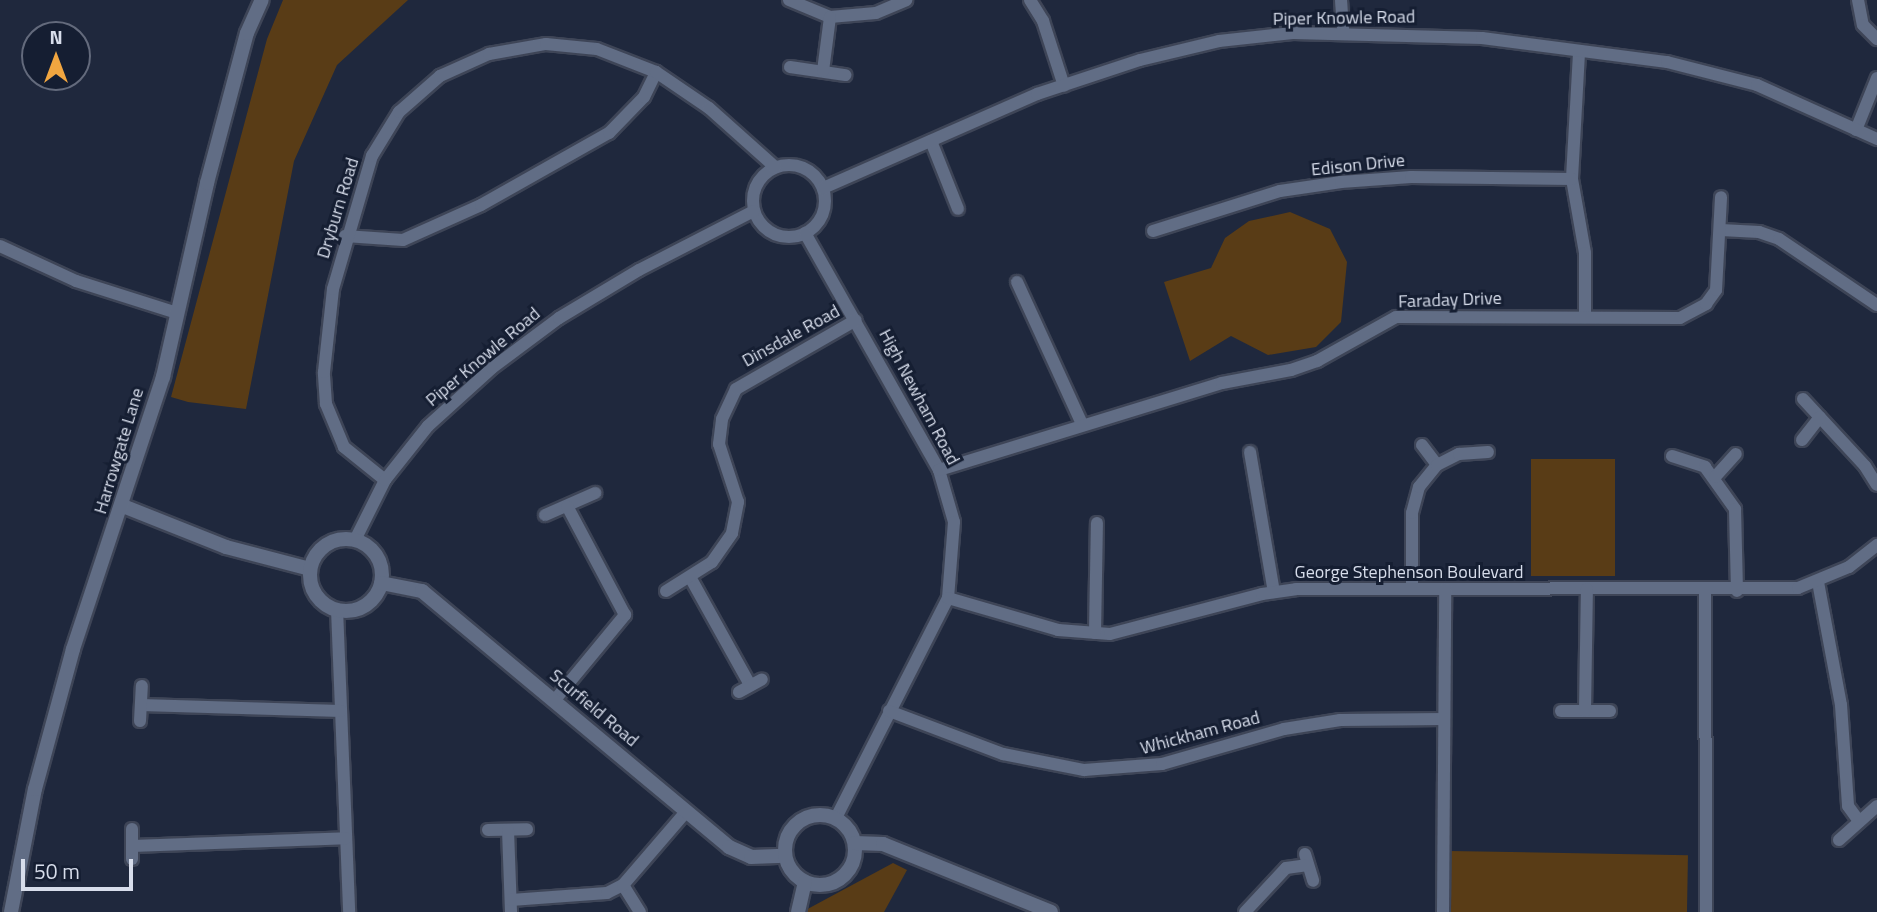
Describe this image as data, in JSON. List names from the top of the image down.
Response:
{
  "streets": {
    "street": [
      "Piper Knowle Road",
      "Edison Drive",
      "Dryburn Road",
      "Faraday Drive",
      "Dinsdale Road",
      "High Newham Road",
      "Harrowgate Lane",
      "George Stephenson Boulevard",
      "Scurfield Road",
      "Whickham Road"
    ]
  },
  "crossings": [
    ["Piper Knowle Road", "Dryburn Road"],
    ["Piper Knowle Road", "High Newham Road"],
    ["Piper Knowle Road", "Scurfield Road"],
    ["Dryburn Road", "High Newham Road"],
    ["Faraday Drive", "High Newham Road"],
    ["Dinsdale Road", "High Newham Road"],
    ["High Newham Road", "George Stephenson Boulevard"],
    ["High Newham Road", "Scurfield Road"],
    ["High Newham Road", "Whickham Road"]
  ],
  "scale_bar": "50 m",
  "north": "top"
}
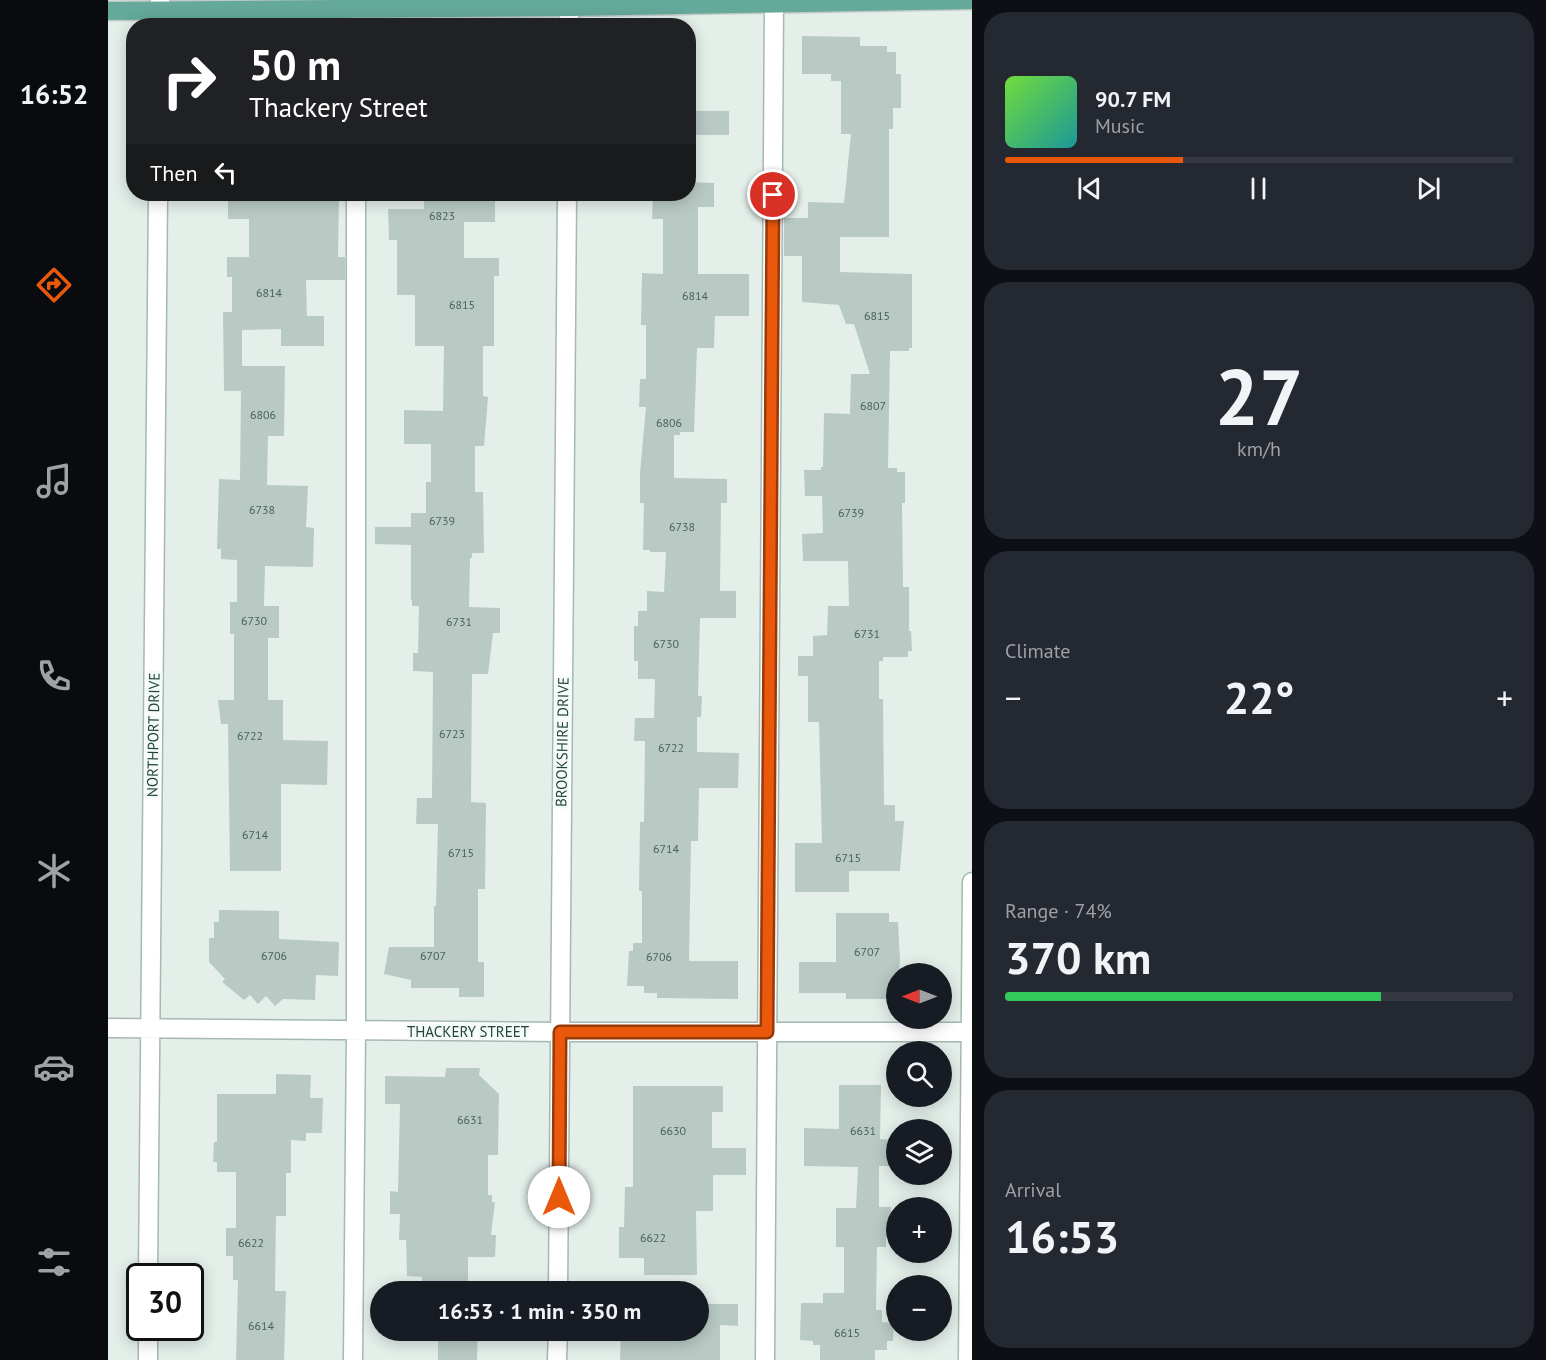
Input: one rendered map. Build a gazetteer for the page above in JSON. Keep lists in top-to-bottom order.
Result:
{
  "streets": {
    "street": ["NORTHPORT DRIVE", "BROOKSHIRE DRIVE", "THACKERY STREET"]
  },
  "crossings": [
    ["NORTHPORT DRIVE", "THACKERY STREET"],
    ["BROOKSHIRE DRIVE", "THACKERY STREET"]
  ],
  "house_numbers": [
    "6823",
    "6814",
    "6814",
    "6815",
    "6815",
    "6807",
    "6806",
    "6806",
    "6738",
    "6739",
    "6739",
    "6738",
    "6730",
    "6731",
    "6731",
    "6730",
    "6723",
    "6722",
    "6722",
    "6714",
    "6714",
    "6715",
    "6715",
    "6707",
    "6706",
    "6707",
    "6706",
    "6631",
    "6630",
    "6631",
    "6622",
    "6622",
    "6614",
    "6615"
  ],
  "north": "left",
  "page": {
    "tabs": "16:52",
    "turn": ["50 m", "Thackery Street"],
    "song": ["90.7 FM", "Music"],
    "then": "Then",
    "tile": [
      ["27", "km/h"],
      "Climate",
      ["Range · 74%", "370 km"],
      ["Arrival", "16:53"]
    ],
    "heat": ["−", "22°", "+"],
    "map_buttons": ["+", "−"],
    "limit": "30",
    "trip": "16:53 · 1 min · 350 m"
  }
}
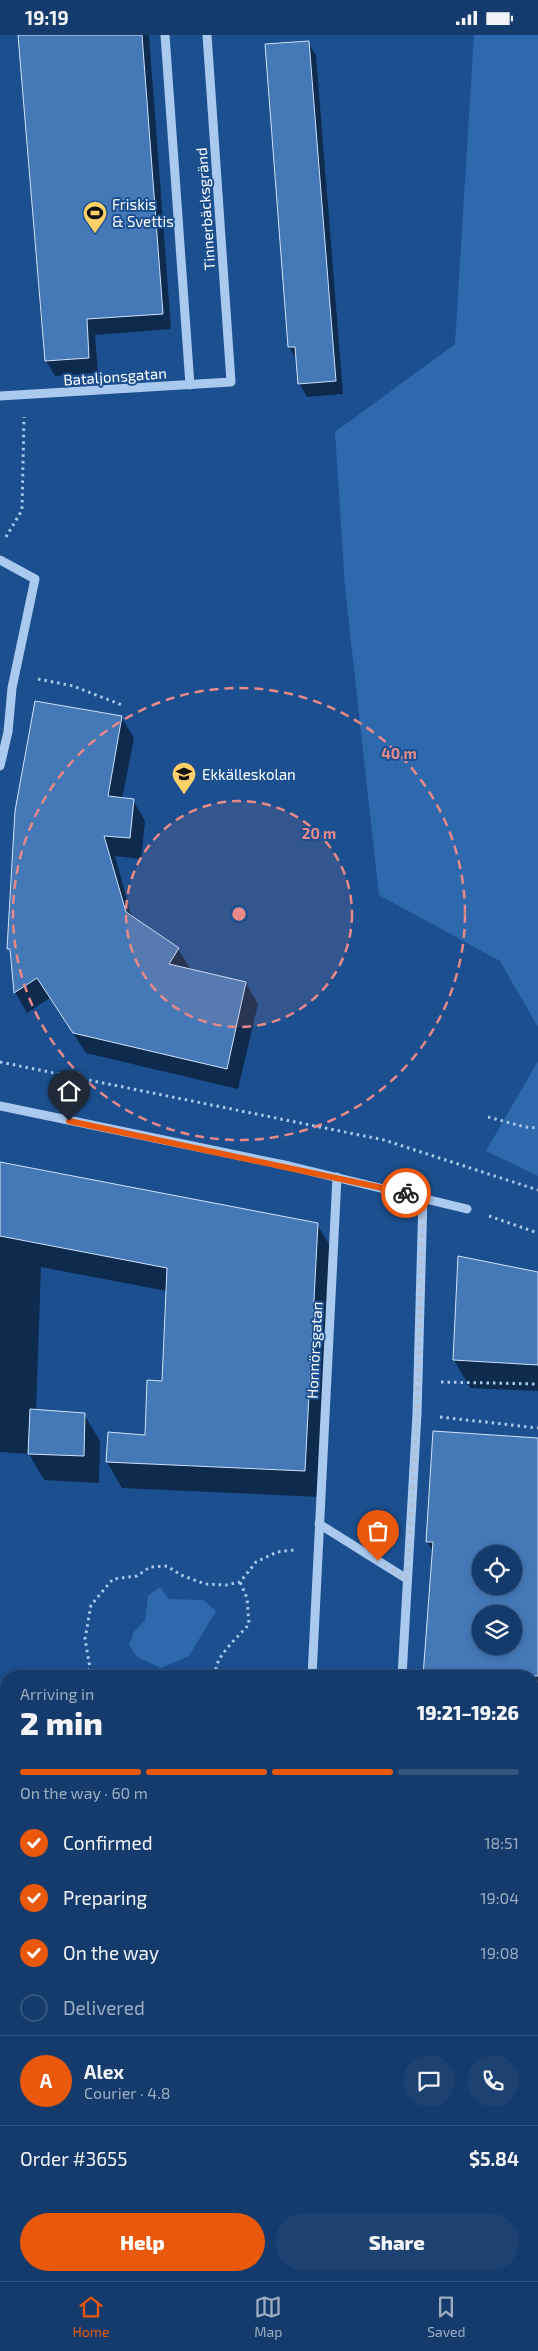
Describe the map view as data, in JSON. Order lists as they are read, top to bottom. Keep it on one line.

········

When a line above contains the string "data", copy that line.

### Result for this task
Describe this image as data, in JSON. List names from the top of the image down.
Describe the map view as data, in JSON. Order lists as they are read, top to bottom. Keep it on one line.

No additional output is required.